Project policy is most relevant when you use the cloud upload path.

If you run:

skylos . --gate

you are using the local gate flow.

If you run:

skylos . --upload

you are sending results to Skylos Cloud, where project policy, suppressions, and AI assurance are applied to the uploaded findings.

For teams that want the dashboard to be the source of truth, the upload path is the important one.
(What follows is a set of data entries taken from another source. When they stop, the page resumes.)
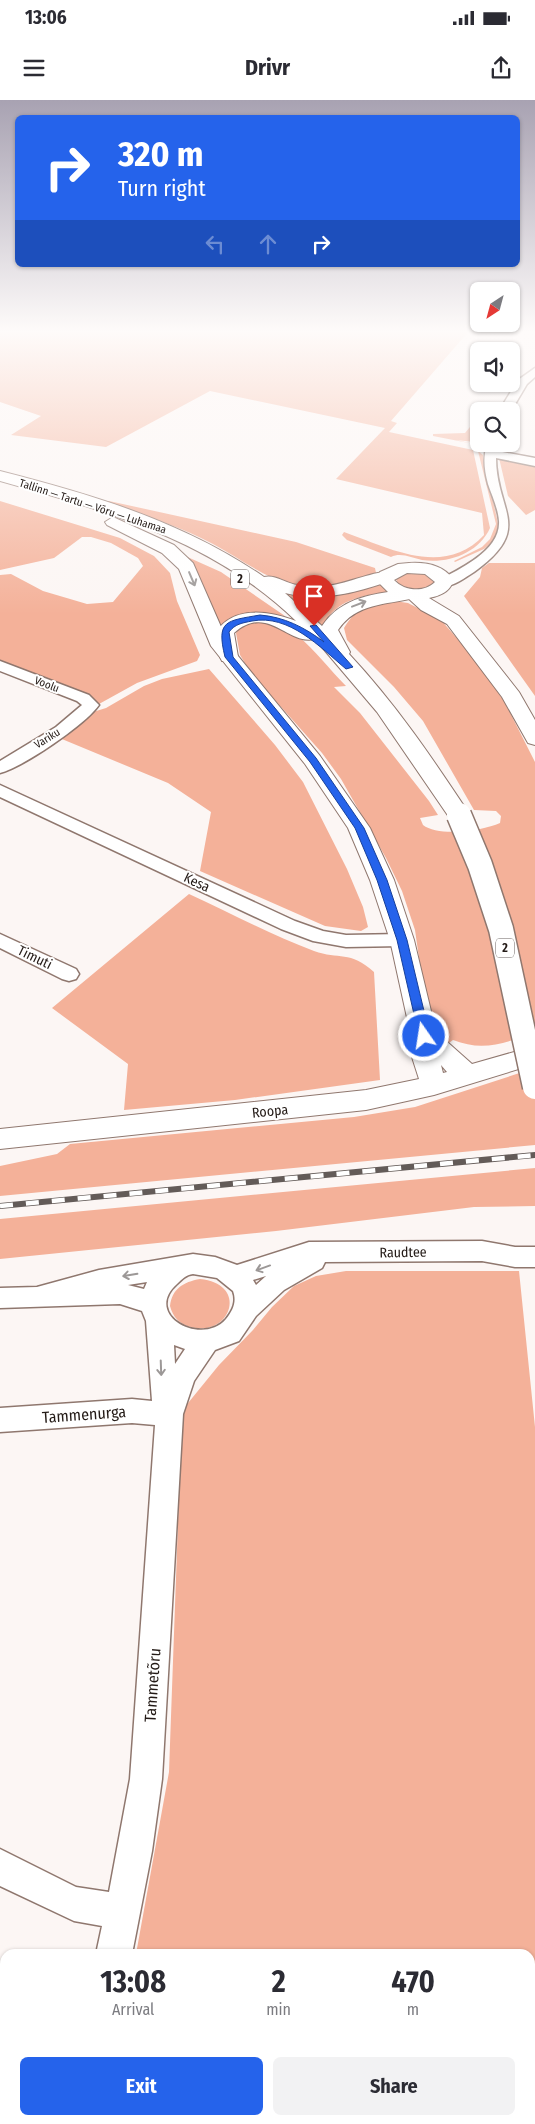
<!DOCTYPE html>
<html lang="en">
<head>
<meta charset="utf-8">
<style>
  :root { --surface:#fff; --page:#f2f2f3; --text:#2b2b33; --muted:#7c7c81; --accent:#2563eb }
  body { margin:0; font-family:"Fira Sans Condensed",sans-serif; background:var(--page); color:var(--text); height:100vh; display:flex; flex-direction:column; font-size:19px; white-space:nowrap }
  * { box-sizing:border-box; margin:0 }
  p { font-size:16px; color:var(--muted) }
  .icon { flex:none; width:28px; height:28px; fill:none; stroke:currentColor; stroke-width:2; stroke-linecap:round; stroke-linejoin:round }
  .map { position:relative; flex:1; overflow:hidden }
  .drawer { position:absolute; left:0px; top:1849px; width:535px; height:176px; display:flex; flex-direction:column; background:var(--surface); border-radius:15px 15px 0 0; box-shadow:0 1px 4px #0004 }
  .drawer>* { flex:none }
  .top-card { position:absolute; left:15px; top:15px; width:505px; height:152px; border-radius:8px; box-shadow:0 1px 4px #0004; background:#2563eb; color:#fff; overflow:hidden }
  .needle { width:32px; rotate:216deg }
  .fabs { position:absolute; left:470px; top:182px; display:grid; gap:10px }
  .fabs a { display:grid; place-items:center; width:50px; height:50px; border-radius:8px; background:var(--surface); box-shadow:0 1px 4px #0004; font-size:25px }
  .pin { position:absolute; display:grid; place-items:center; width:42px; height:42px; color:#fff; margin:-51px -21px; border-radius:50% 50% 50% 0; rotate:-45deg; box-shadow:0 0 5px #0007 }
  .pin .icon { rotate:45deg }
  .me { position:absolute; width:55px; margin:-28px; rotate:347deg; stroke-linejoin:round; filter:drop-shadow(0 0 4px #0008) }
  .turn { display:flex; align-items:center; gap:18px; height:105px; padding:0 20px; font-size:22px }
  .turn .icon { width:65px; height:65px; stroke-width:2.5 }
  .turn b { display:block; font-size:35px; line-height:42px }
  .lanes { display:flex; align-items:center; height:48px; padding:0 20px; background:#0003; justify-content:center; gap:25px; direction:ltr }
  .lanes .off { opacity:.35 }
  .eta { display:flex; justify-content:space-evenly; align-items:center; height:85px; text-align:center }
  .eta b { font-size:30px; font-weight:700; line-height:35px }
  .button { display:flex; gap:10px; margin-top:auto; padding:10px 20px }
  .button a { flex:1; height:58px; border-radius:8px; background:var(--accent); color:#fff; font-size:20px; font-weight:700; line-height:58px; text-align:center }
  .button a+a { background:var(--page); color:var(--text) }
  .status { display:flex; justify-content:space-between; align-items:center; height:35px; padding:0 25px; background:var(--surface); direction:ltr }
  .status svg { height:14px; fill:currentColor }
  header { display:flex; justify-content:space-between; align-items:center; height:65px; padding:0 20px; background:var(--surface); font-size:22px; font-weight:700 }
  .map>svg:first-child { display:block }
  .green { fill:#f4b199 }
  .lines { fill:none; stroke-linecap:round; stroke-linejoin:round }
  .minor-casing { stroke:#8f776e; stroke-width:3 }
  .tertiary-casing { stroke:#8f776e; stroke-width:2 }
  .trunk-casing { stroke:#8f776e; stroke-width:2 }
  .minor { fill:#fff; fill-rule:evenodd }
  .tertiary { fill:#fff; fill-rule:evenodd }
  .trunk { fill:#fff; fill-rule:evenodd }
  .rail-casing { stroke:#635b58; stroke-width:6 }
  .rail { stroke:#fff; stroke-width:4.5; stroke-dasharray:13; stroke-linecap:butt }
  .trunk-bridge-casing { stroke:#8f776e; stroke-width:27; stroke-linecap:butt }
  .trunk-bridge { stroke:#fff; stroke-width:24 }
  .oneway { stroke:#9c9897 }
  .route { fill:#2563eb; stroke:#184099 }
  .labels { text-anchor:middle; stroke-width:4; stroke-linejoin:round; paint-order:stroke }
  .far-street-label { font-size:11px; fill:#241b17; stroke:#fff }
  .shield { fill:#fff; stroke:#665f5d; stroke-width:1 }
  .shield-label { font-size:12px; font-weight:bold; fill:#241b17 }
  .street-label { font-size:14px; fill:#241b17; stroke:#fff }
  .near-street-label { font-size:16px; fill:#241b17; stroke:#fff }
</style>
</head>
<body>
<div class="status"><b>13:06</b><svg viewBox="0 0 49 12"><path d="M0 12V9h3v3zM5 12V6h3v6zM10 12V3h3v9zM15 12V0h3v12zM26 1h20v11H26zM47 4h2v5h-2z"/></svg></div>
<header><svg class="icon" aria-label="menu" viewBox="0 0 24 24"><path d="M4 6h16M4 12h16M4 18h16"/></svg>Drivr<svg class="icon" aria-label="share" viewBox="0 0 24 24"><path d="M12 15V3M7 8l5-5 5 5M5 13v7h14v-7"/></svg></header>
<div class="map">
<svg width="535" height="2024" viewBox="0 0 535 2024">
  <rect width="100%" height="100%" fill="#fcf6f4"/>
  <g class="green">
    <path d="M0 231H469L391 321 397 323 389 332 473 350 490 428C479 453 448 464 422 460 412 458 401 452 391 457L347 440 342 435 344 432C389 448 444 478 484 435L482 413 336 379 385 328 210 291 106 347 11 335 41 316 0 302Z"/>
    <path d="M479 316 478 340 474 342 456 340 474 344 433 336V334L465 333Z"/>
    <path d="M478 351 483 355 499 428 494 441 484 449 455 462 454 461 482 447 490 439 496 424Z"/>
    <path d="M499 358 535 365V410L526 415 508 396Z"/>
    <path d="M0 401 120 438 154 456 170 473 177 501 200 555 197 561 137 583 99 604 92 597 0 561V475L11 474 43 491 87 504 113 502 143 466 138 458 111 443 91 437H82L54 458 0 470Z"/>
    <path d="M109 401 296 442 375 468 376 473C361 487 310 490 291 485 263 477 238 457 213 444 179 426 142 414 105 403Z"/>
    <path d="M183 455 221 472 285 516 265 513 231 519 217 527C208 501 202 476 183 455Z"/>
    <path d="M489 463H535V596L464 496 480 477 482 468Z"/>
    <path d="M408 472 427 473 436 481 435 484C424 492 409 491 398 484L396 478Z"/>
    <path d="M380 484 388 492C363 495 335 500 323 526L283 492C318 496 346 496 380 484Z"/>
    <path d="M394 501 408 503 441 520 475 559 504 601 535 662V932C506 943 483 952 453 940L446 945 432 917 421 872 415 830 402 791 386 758 341 679 322 653 251 573 240 555 236 533C247 515 284 524 298 536 315 550 330 570 346 586L334 587 360 613 429 701 438 715 420 718 423 725C438 737 483 731 500 723L501 716 496 711 474 710 423 621 394 587 347 540 344 528C357 506 370 506 394 501Z"/>
    <path d="M209 569 275 645 303 682 347 769 363 807 368 827 361 831 325 826 200 771 211 712 168 683 57 637 93 612 106 608 144 586 162 579Z"/>
    <path d="M189 794C230 813 272 835 314 851 339 860 350 850 374 872L380 980 235 1000 124 1010 128 964 52 908Z"/>
    <path d="M535 968V1045L0 1096V1066L57 1054 70 1044 354 1017 415 1007Z"/>
    <path d="M535 1068V1106L474 1107 276 1131 0 1159V1119Z"/>
    <path d="M346 1171H519L535 1327V2024H115L116 2020H530V1854H136L169 1672 180 1367 184 1308 219 1265 253 1230 272 1207 294 1186 316 1176Z"/>
    <path d="M200 1179C250 1184 230 1238 191 1227 179 1224 173 1217 170 1206 172 1189 183 1182 200 1179Z"/>
  </g>
  <g class="lines">
    <g class="minor-casing">
      <g id="minor">
        <path d="M535 268V277L527 284 511 311H499L518 280Z"/>
        <path d="M487 344H499L497 351 535 358V366L496 358C496 412 535 428 474 472 464 478 451 489 439 486L437 483 439 480C460 469 501 450 499 421 498 408 492 396 488 384 484 369 483 357 487 344Z"/>
        <path d="M0 561 89 595 99 605C85 625 23 667 0 673V661L56 627 82 605 77 601 0 571Z"/>
        <path d="M0 685 295 821 323 831 346 835 402 834 409 836 412 840 409 844 402 846 346 847 313 841 281 829 0 697Z"/>
        <path d="M0 834 76 869 79 874 76 879 69 881 62 879 0 848Z"/>
        <path d="M482 1141 515 1147H535V1167H515L482 1161 325 1162 322 1168 284 1190 256 1216 239 1241 215 1250 194 1281 183 1314 162 1679 152 1751 132 1854H96L102 1826 74 1821 0 1786V1749L76 1787 109 1792 130 1679 155 1325 132 1323 0 1332V1308L132 1299 152 1301 146 1221 142 1211 120 1204 0 1208V1188L37 1187 99 1170 193 1154 215 1157 237 1165 309 1142ZM193 1174 217 1178 233 1191C237 1202 233 1210 226 1219 202 1247 142 1215 177 1184 182 1179 186 1175 193 1174ZM266 1176 256 1185 253 1180ZM147 1182 144 1189 128 1185ZM174 1245 185 1249 175 1264Z"/>
        <path d="M64 2020H102L101 2024H63Z"/>
      </g>
    </g>
    <g class="tertiary-casing">
      <g id="tertiary">
        <path d="M113 417 174 445 193 463 229 545 320 656 370 728 394 780 414 840 436 932 472 964 535 946V964L434 995 366 1010 0 1049V1029L366 990 419 979 411 954V936L390 840 370 780 348 728 305 664 211 546 179 469 162 453 107 425 105 422ZM441 965 447 972 443 973Z"/>
        <path d="M409 463C425 462 443 465 453 479 452 491 440 496 429 498L459 516 519 592 535 620V645L528 643 502 597 447 524 421 510 409 499 390 494 376 480 380 472 398 464ZM407 473 425 474 435 482C424 493 404 491 394 480Z"/>
      </g>
    </g>
    <g class="trunk-casing">
      <path id="trunk" d="M0 371C94 395 184 422 264 477 275 474 287 484 298 485 307 487 316 487 325 486 344 485 378 469 392 472L395 476 392 480C357 493 322 502 285 493L322 526C342 496 375 494 408 489L414 490 417 494 414 498C386 505 356 503 338 530L350 552 349 554C395 603 433 659 470 715L467 720 459 722 451 720 377 612 315 539C288 546 268 503 234 533L238 557 236 561H222L220 557 216 532C234 505 270 511 296 521 214 441 107 411 0 381Z"/>
    </g>
    <use href="#minor" class="minor"/>
    <use href="#tertiary" class="tertiary"/>
    <use href="#trunk" class="trunk"/>
    <g class="rail-casing">
      <path id="rail" d="M0 1106 535 1055"/>
    </g>
    <use href="#rail" class="rail"/>
    <g class="trunk-bridge-casing">
      <path id="trunk-bridge" d="M459 715 480 765 501 829 535 987"/>
    </g>
    <use href="#trunk-bridge" class="trunk-bridge"/>
  </g>
  <defs><path id="oneway-shaft" d="M-6 0H5M1.5-3L5.5 0L1.5 3" fill="none" stroke-width="1.6" stroke-linecap="round" stroke-linejoin="round" transform="scale(1.25)"/></defs>
  <g class="oneway">
    <use href="#oneway-shaft" transform="translate(192 479) rotate(67)"/>
    <use href="#oneway-shaft" transform="translate(359 504) rotate(-21)"/>
    <use href="#oneway-shaft" transform="translate(263 1168) rotate(160)"/>
    <use href="#oneway-shaft" transform="translate(130 1175) rotate(171)"/>
    <use href="#oneway-shaft" transform="translate(161 1268) rotate(88)"/>
  </g>
  <linearGradient id="sky" x2="0" y2="1"><stop stop-color="#a8a2b2"/><stop offset="0.45" stop-color="#fefbfa"/><stop offset="1" stop-color="#fefbfa" stop-opacity="0"/></linearGradient>
  <rect width="535" height="514" fill="url(#sky)"/>
  <path class="route" d="M260 515C284 517 304 527 324 542L310 526 316 525 353 567 346 569C320 547 289 514 252 521 242 523 235 524 229 532L233 557 316 658 364 728 387 780 407 840 430 936 428 938H420L419 936 397 840 377 780 355 728 310 662 225 557C216 520 226 521 260 515Z"/>
  <g class="labels">
    <g class="far-street-label">
      <text transform="translate(93 406) rotate(18)" y="4">Tallinn — Tartu — Võru — Luhamaa</text>
      <text transform="translate(47 584) rotate(21)" y="4">Voolu</text>
      <text transform="translate(47 638) rotate(-32)" y="4">Variku</text>
    </g>
    <g class="shield">
      <rect x="231" y="469.5" width="18" height="19" rx="4"/>
      <rect x="496" y="838.5" width="18" height="19" rx="4"/>
    </g>
    <g class="shield-label">
      <text x="240" y="483">2</text>
      <text x="505" y="852">2</text>
    </g>
    <g class="street-label">
      <text transform="translate(197 782) rotate(25)" y="5">Kesa</text>
      <text transform="translate(35 857) rotate(26)" y="5">Timuti</text>
      <text transform="translate(270 1011) rotate(-6)" y="5">Roopa</text>
      <text transform="translate(403 1152) rotate(-1)" y="5">Raudtee</text>
    </g>
    <g class="near-street-label">
      <text transform="translate(84 1314) rotate(-4)" y="6">Tammenurga</text>
      <text transform="translate(152 1585) rotate(-86)" y="6">Tammetõru</text>
    </g>
  </g>
</svg>
<div class="fabs">
<a><svg class="needle" viewBox="-14 -14 28 28"><path d="M0-13l5 13h-10z" fill="#e53935"/><path d="M0 13l5-13h-10z" fill="#7c7c81"/></svg></a>
<a><svg class="icon" aria-label="sound" viewBox="0 0 24 24"><path d="M4 9h4l5-4v14l-5-4H4zM17 9q2 3 0 6"/></svg></a>
<a><svg class="icon" aria-label="search" viewBox="0 0 24 24"><circle cx="10" cy="10" r="6"/><path d="M15 15l6 6"/></svg></a>
</div>
<div class="pin" style="left:314px;top:526px;background:#d93025"><svg class="icon" aria-label="arrive" viewBox="0 0 24 24"><path d="M6 21V4h12l-3 4 3 4H6"/></svg></div>
<svg class="me" style="left:424px;top:936px" viewBox="-20 -20 40 40"><circle r="17" fill="#2563eb" stroke="#fff" stroke-width="3"/><path d="M0-11L8 9 0 5-8 9z" fill="#fff"/></svg>
<div class="top-card">
<div class="turn"><svg class="icon" aria-label="right" viewBox="0 0 24 24"><path d="M7 20v-9h11M14 6l5 5-5 5"/></svg><div><b>320 m</b>Turn right</div></div>
<div class="lanes"><svg class="icon off" aria-label="left" viewBox="0 0 24 24"><path d="M17 20v-9H6M10 6l-5 5 5 5"/></svg><svg class="icon off" aria-label="ahead" viewBox="0 0 24 24"><path d="M12 20V5M6 11l6-6 6 6"/></svg><svg class="icon" aria-label="right" viewBox="0 0 24 24"><path d="M7 20v-9h11M14 6l5 5-5 5"/></svg></div>
</div>
<section class="drawer">
<div class="eta">
<div><b>13:08</b><p>Arrival</p></div>
<div><b>2</b><p>min</p></div>
<div><b>470</b><p>m</p></div>
</div>
<div class="button"><a>Exit</a><a>Share</a></div>
</section>
</div>
</body>
</html>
For a new team, start with:

  • Gate enabled
  • Gate mode: zero-new
  • Security, Secrets, Quality, Dead Code all enabled
  • Exclude only generated or intentionally ignored paths
  • AI assurance off until your upload workflow is stable

Then:

  1. clean up obvious noise
  2. add suppressions for real false positives
  3. turn on advanced gate modes if you need category or severity budgets
  4. enable AI assurance only if you want stricter treatment of AI-authored changes

Example Team Rollout

  1. Connect repo with skylos login
  2. Upload scans with skylos . --danger --quality --upload
  3. Open Dashboard → Settings
  4. Set gate to zero-new
  5. Save changes
  6. Run skylos sync pull
  7. Add CI with skylos cicd init --upload
  8. Review failed uploads in the dashboard
  9. Add suppressions only when a finding is a genuine false positive

Common Mistakes

Treating project policy and repo config as the same thing

They overlap, but they are not identical. Be explicit about which system is the source of truth.

Forgetting to sync after dashboard changes

If the team changes policy or suppressions in the dashboard, run:

skylos sync pull

Confusing Custom Governance Rules with Custom Rules

One is a project policy text list. The other is the separate structured rule engine.

Turning on AI assurance before the workflow is stable

AI assurance is intentionally strict. Roll it out after you understand the normal gate behavior.